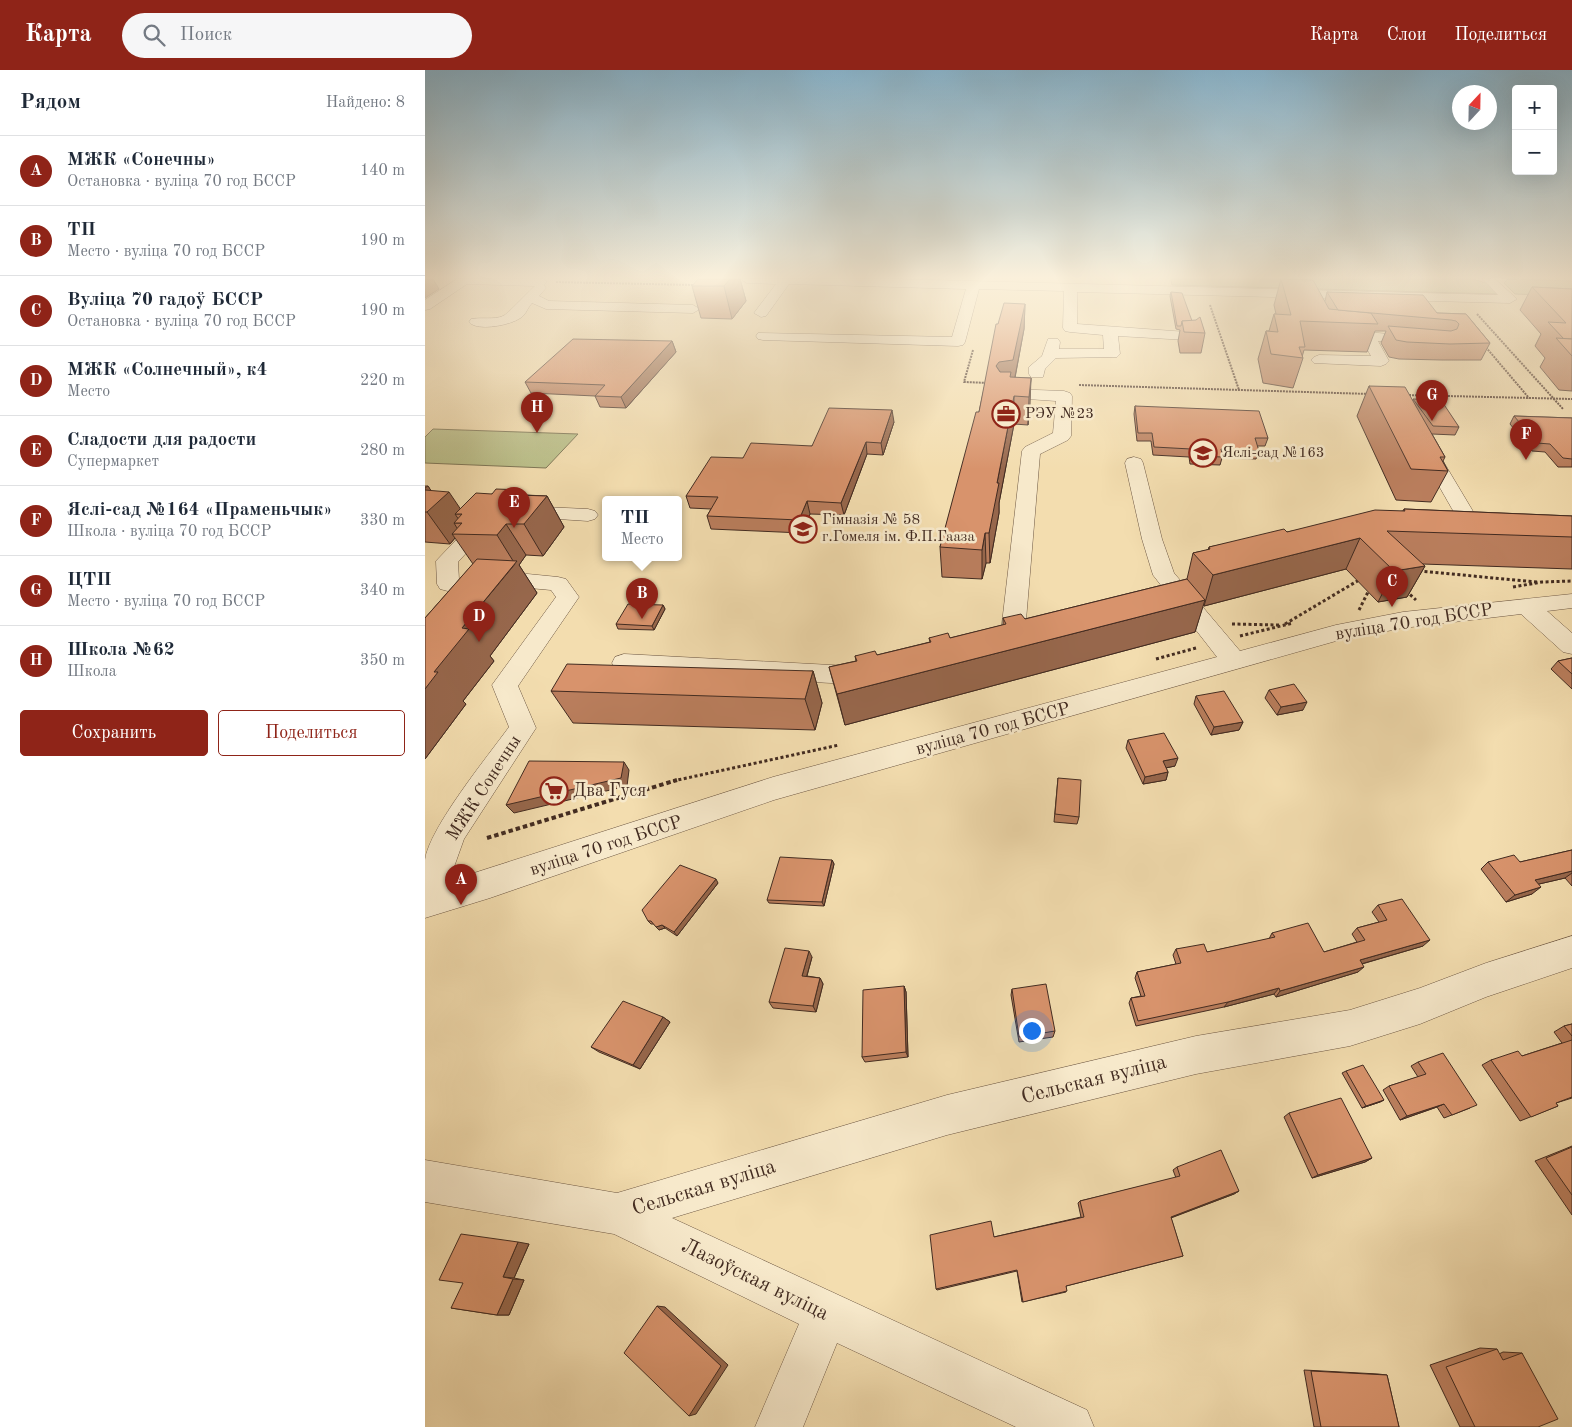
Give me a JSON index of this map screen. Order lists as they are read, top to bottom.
{
  "streets": {
    "street": [
      "вуліца 70 год БССР",
      "МЖК Сонечны",
      "Сельская вуліца",
      "Лазоўская вуліца"
    ]
  },
  "crossings": [
    ["вуліца 70 год БССР", "МЖК Сонечны"],
    ["Сельская вуліца", "Лазоўская вуліца"]
  ],
  "places": {
    "office": ["РЭУ №23"],
    "school or university": ["Яслі-сад №163", "Гімназія № 58 г.Гомеля ім. Ф.П.Гааза"],
    "supermarket": ["Два Гуся"]
  },
  "north": "top",
  "page": {
    "header": "Карта",
    "search": "Поиск",
    "nav": ["Карта", "Слои", "Поделиться"],
    "heading": ["Рядом", "Найдено: 8"],
    "map_buttons": ["+", "−"],
    "list": [
      {
        "mark": "A",
        "name": "МЖК «Сонечны»",
        "note": "Остановка · вуліца 70 год БССР",
        "value": "140 m"
      },
      {
        "mark": "B",
        "name": "ТП",
        "note": "Место · вуліца 70 год БССР",
        "value": "190 m"
      },
      {
        "mark": "C",
        "name": "Вуліца 70 гадоў БССР",
        "note": "Остановка · вуліца 70 год БССР",
        "value": "190 m"
      },
      {
        "mark": "D",
        "name": "МЖК «Солнечный», к4",
        "note": "Место",
        "value": "220 m"
      },
      {
        "mark": "E",
        "name": "Сладости для радости",
        "note": "Супермаркет",
        "value": "280 m"
      },
      {
        "mark": "F",
        "name": "Яслі-сад №164 «Праменьчык»",
        "note": "Школа · вуліца 70 год БССР",
        "value": "330 m"
      },
      {
        "mark": "G",
        "name": "ЦТП",
        "note": "Место · вуліца 70 год БССР",
        "value": "340 m"
      },
      {
        "mark": "H",
        "name": "Школа №62",
        "note": "Школа",
        "value": "350 m"
      }
    ],
    "pins": [
      "G",
      "H",
      "F",
      "E",
      "C",
      "B",
      "D",
      "A"
    ],
    "popup": ["ТП", "Место"],
    "buttons": ["Сохранить", "Поделиться"]
  }
}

_ _ _

Directions for this task |
Each line of the material above either contains the word "value" or does not; state how many do, and nothing else.

Expected output |
8